Scooters are as common as shoes in Vietnam, vast swathes of them fill the roads of cities, weaving and dodging past cars and pedestrians. However it is most definitely not a scooter you want if your goal is to traverse the hills and valleys with a backpack and two wheels. The most common bike to buy is a Honda Win 100, or 110 if there are two of you and the popularity of these bikes has made them a doddle to pick up in Ho Chi Minh City or Hanoi.

Due to their popularity you are also able to negotiate a bit. Expect to pay between $250- $350, but do not expect this to relate to the size or the condition of the bike. There are many travelers that chose to bike Vietnam and most, including us, don’t have much of a clue regarding the actual service history. You get what you’re given, you aren’t going to get all the way to Dalat, discover a engine problem and make your way all the way back to Ho Chi Minh City to complain about it. That being said, it is also possible that the bike can come with helmets, ponchos and bag racks, so look around and barter a bit! Our bike is a 110cc to accommodate for the two of us, which comes with slightly stiffer suspension. This has meant that the going over bumps is a mildly more pleasant experience for the person on the back. The slightly larger engine also abates the struggle up some of those hills. You are also less likely to suffer mechanical failure with a larger engine as less pressure is enforced.

Be aware! Your bum is not going to be the same for the next few weeks. The searing pain that shoots up it after a couple of hours is incomparable, and no amount of extra seat padding is going to curb it. Yet, to miss out on this epic adventure for the sake of a minor discomfort would be a mistake.

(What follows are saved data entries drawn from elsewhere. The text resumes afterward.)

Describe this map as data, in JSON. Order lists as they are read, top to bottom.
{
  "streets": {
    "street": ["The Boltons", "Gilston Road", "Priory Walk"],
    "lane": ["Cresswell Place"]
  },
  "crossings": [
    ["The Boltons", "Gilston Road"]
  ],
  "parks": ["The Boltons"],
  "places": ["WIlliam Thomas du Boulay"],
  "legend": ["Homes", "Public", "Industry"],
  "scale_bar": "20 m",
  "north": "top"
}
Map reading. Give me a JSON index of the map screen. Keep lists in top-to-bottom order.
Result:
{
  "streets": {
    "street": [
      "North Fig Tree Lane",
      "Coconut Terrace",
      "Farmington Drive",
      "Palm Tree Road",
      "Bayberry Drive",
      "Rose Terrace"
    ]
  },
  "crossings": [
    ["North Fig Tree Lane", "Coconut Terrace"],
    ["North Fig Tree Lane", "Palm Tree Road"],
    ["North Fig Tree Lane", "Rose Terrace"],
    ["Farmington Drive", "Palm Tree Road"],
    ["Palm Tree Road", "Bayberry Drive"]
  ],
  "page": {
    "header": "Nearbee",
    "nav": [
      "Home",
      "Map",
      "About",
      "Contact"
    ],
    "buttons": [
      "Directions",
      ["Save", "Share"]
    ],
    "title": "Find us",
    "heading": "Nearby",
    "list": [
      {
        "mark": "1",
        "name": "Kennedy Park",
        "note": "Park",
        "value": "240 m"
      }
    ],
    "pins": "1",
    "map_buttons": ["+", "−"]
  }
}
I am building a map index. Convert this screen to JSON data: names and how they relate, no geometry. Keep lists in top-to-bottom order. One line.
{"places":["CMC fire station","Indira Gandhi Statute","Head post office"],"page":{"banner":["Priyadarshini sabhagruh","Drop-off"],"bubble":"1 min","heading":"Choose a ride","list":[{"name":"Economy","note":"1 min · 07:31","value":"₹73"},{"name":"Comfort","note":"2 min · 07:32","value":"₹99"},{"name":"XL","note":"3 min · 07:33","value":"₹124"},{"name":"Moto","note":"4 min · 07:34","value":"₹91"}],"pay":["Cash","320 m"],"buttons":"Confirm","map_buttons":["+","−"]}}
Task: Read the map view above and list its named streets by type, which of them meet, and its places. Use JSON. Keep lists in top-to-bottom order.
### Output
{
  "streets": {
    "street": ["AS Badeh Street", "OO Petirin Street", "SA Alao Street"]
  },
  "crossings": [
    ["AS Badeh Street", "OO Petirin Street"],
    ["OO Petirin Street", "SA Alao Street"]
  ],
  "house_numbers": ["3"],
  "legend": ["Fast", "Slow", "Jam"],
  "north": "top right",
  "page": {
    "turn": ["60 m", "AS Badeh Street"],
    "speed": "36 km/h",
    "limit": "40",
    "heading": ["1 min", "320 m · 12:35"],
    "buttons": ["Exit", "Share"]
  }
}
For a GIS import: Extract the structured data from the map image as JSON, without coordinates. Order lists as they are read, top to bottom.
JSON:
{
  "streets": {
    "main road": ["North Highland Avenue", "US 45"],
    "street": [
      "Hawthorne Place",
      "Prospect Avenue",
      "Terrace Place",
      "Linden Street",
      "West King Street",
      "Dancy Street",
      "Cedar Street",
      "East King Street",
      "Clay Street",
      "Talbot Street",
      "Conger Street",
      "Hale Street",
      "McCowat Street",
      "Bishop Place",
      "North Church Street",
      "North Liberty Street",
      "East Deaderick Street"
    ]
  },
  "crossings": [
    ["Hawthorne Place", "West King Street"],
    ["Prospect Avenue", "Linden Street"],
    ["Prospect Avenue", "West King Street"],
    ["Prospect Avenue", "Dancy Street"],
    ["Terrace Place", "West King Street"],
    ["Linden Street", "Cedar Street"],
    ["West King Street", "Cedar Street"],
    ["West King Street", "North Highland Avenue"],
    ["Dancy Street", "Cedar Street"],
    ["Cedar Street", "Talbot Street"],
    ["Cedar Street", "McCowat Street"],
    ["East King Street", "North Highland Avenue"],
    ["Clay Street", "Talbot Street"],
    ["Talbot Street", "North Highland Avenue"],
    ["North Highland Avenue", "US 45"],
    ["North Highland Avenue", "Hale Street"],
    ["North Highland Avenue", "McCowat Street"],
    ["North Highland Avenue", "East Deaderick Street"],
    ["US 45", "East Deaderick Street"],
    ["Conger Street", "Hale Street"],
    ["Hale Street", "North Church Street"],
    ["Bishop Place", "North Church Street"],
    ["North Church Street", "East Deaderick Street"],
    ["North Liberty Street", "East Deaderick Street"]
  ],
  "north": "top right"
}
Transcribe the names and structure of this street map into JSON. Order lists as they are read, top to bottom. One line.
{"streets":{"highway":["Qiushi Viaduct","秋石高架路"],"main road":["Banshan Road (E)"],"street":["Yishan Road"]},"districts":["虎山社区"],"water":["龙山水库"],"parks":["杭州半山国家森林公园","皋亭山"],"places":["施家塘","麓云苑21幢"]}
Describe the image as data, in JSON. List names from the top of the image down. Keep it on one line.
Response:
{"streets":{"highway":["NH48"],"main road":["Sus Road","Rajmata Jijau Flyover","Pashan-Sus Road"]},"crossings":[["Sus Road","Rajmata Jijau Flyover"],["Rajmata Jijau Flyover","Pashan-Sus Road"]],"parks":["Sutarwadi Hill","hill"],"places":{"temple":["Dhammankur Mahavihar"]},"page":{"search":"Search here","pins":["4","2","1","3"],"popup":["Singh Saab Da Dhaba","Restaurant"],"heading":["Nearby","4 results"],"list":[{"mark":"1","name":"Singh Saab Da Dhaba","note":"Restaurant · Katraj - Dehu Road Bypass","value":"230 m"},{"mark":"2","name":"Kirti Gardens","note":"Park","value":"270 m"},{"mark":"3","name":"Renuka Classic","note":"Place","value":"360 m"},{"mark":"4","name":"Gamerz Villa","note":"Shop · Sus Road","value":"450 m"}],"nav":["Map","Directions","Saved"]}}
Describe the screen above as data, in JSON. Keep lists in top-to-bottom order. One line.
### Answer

If the bike breaks down it is definitely not the end of the world, especially if you’re in the south where civilisation doesn’t end. Mechanics number in their thousands, situated along the main roads and along every street in towns. The price of their work is staggeringly cheap, unbelievably affordable, with a full service coming in at $10 including an oil change, the cost to change a single part varies from $1 for a lightbulb, $2 for a spark plug and $20 for a new carburetor, all these include fitting.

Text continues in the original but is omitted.